カナダ・オンタリオ州 観光・文化・ゲーミング大臣 スタン・チョー氏

オンタリオ観光の魅力は日本人観光客の嗜好に一致

 ――日本人観光客に特に人気のあるオンタリオ州内の観光地について教えてください。

 「トロントやナイアガラの滝といった目的地は、日本人旅行者の間で常に高い人気を誇っており、日本の旅行会社が提供するツアーパッケージにも頻繁に組み込まれています。秋のシーズンには、アルゴンキン州立公園が特に注目を集めており、圧巻の紅葉を目当てに多くの観光客が訪れます。この公園では、雄大な自然景観だけでなく、ムース(ヘラジカ)などの野生動物との貴重な出会いも楽しむことができます。

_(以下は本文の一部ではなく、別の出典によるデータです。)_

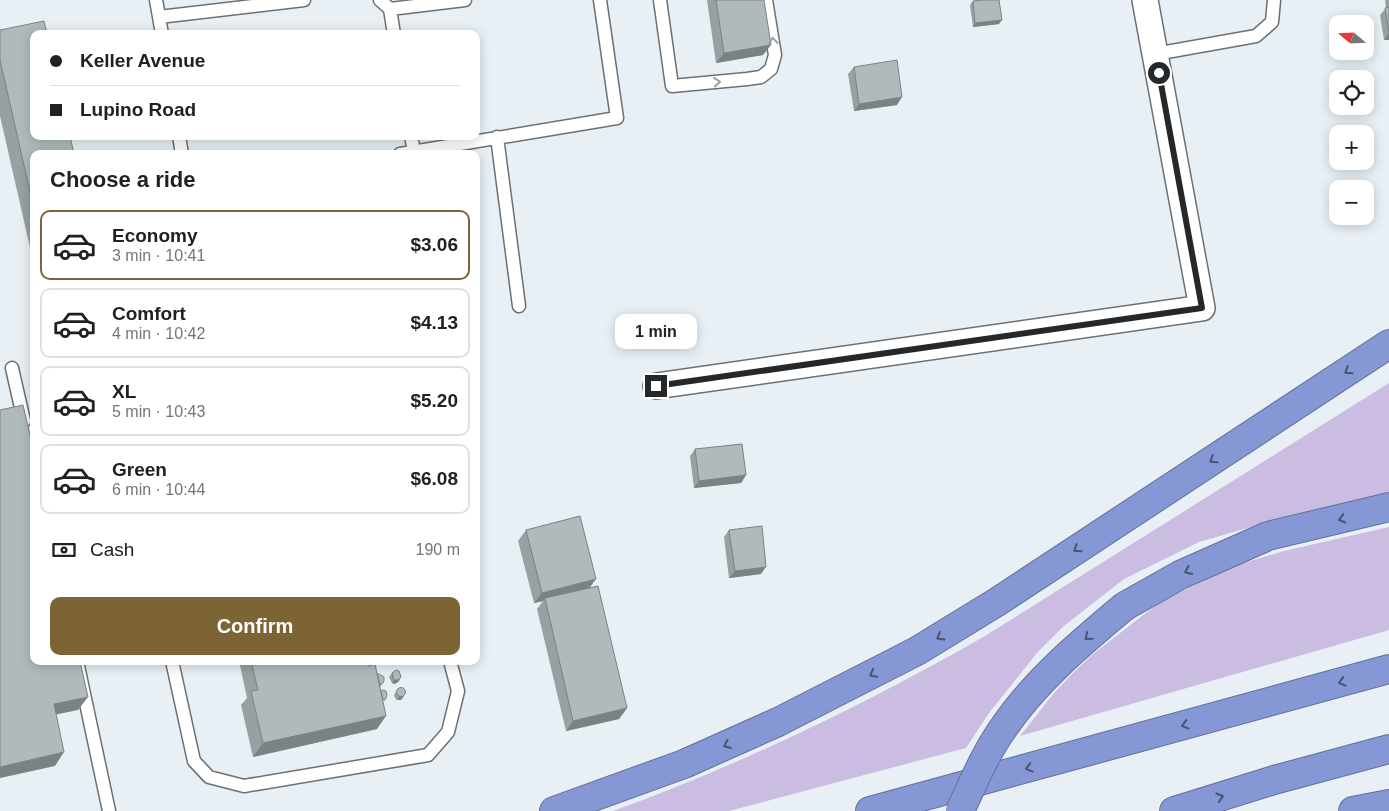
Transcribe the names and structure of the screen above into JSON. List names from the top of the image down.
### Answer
{
  "north": "left",
  "page": {
    "map_buttons": ["+", "−"],
    "banner": ["Keller Avenue", "Lupino Road"],
    "heading": "Choose a ride",
    "list": [
      {
        "name": "Economy",
        "note": "3 min · 10:41",
        "value": "$3.06"
      },
      {
        "name": "Comfort",
        "note": "4 min · 10:42",
        "value": "$4.13"
      },
      {
        "name": "XL",
        "note": "5 min · 10:43",
        "value": "$5.20"
      },
      {
        "name": "Green",
        "note": "6 min · 10:44",
        "value": "$6.08"
      }
    ],
    "bubble": "1 min",
    "pay": ["Cash", "190 m"],
    "buttons": "Confirm"
  }
}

アクセスの良さも重要なポイントです。エア・カナダは日本とトロントを結ぶ直行便を毎日運航しており、オンタリオへの渡航は非常に便利です。さらに、関西国際空港とトロント間の季節運航直行便も昨年に続き今年も導入されており、関西エリアからのアクセスも向上しています」

 

 ――日本からの旅行者をオンタリオ州に呼び込む際に直面している課題を教えてください。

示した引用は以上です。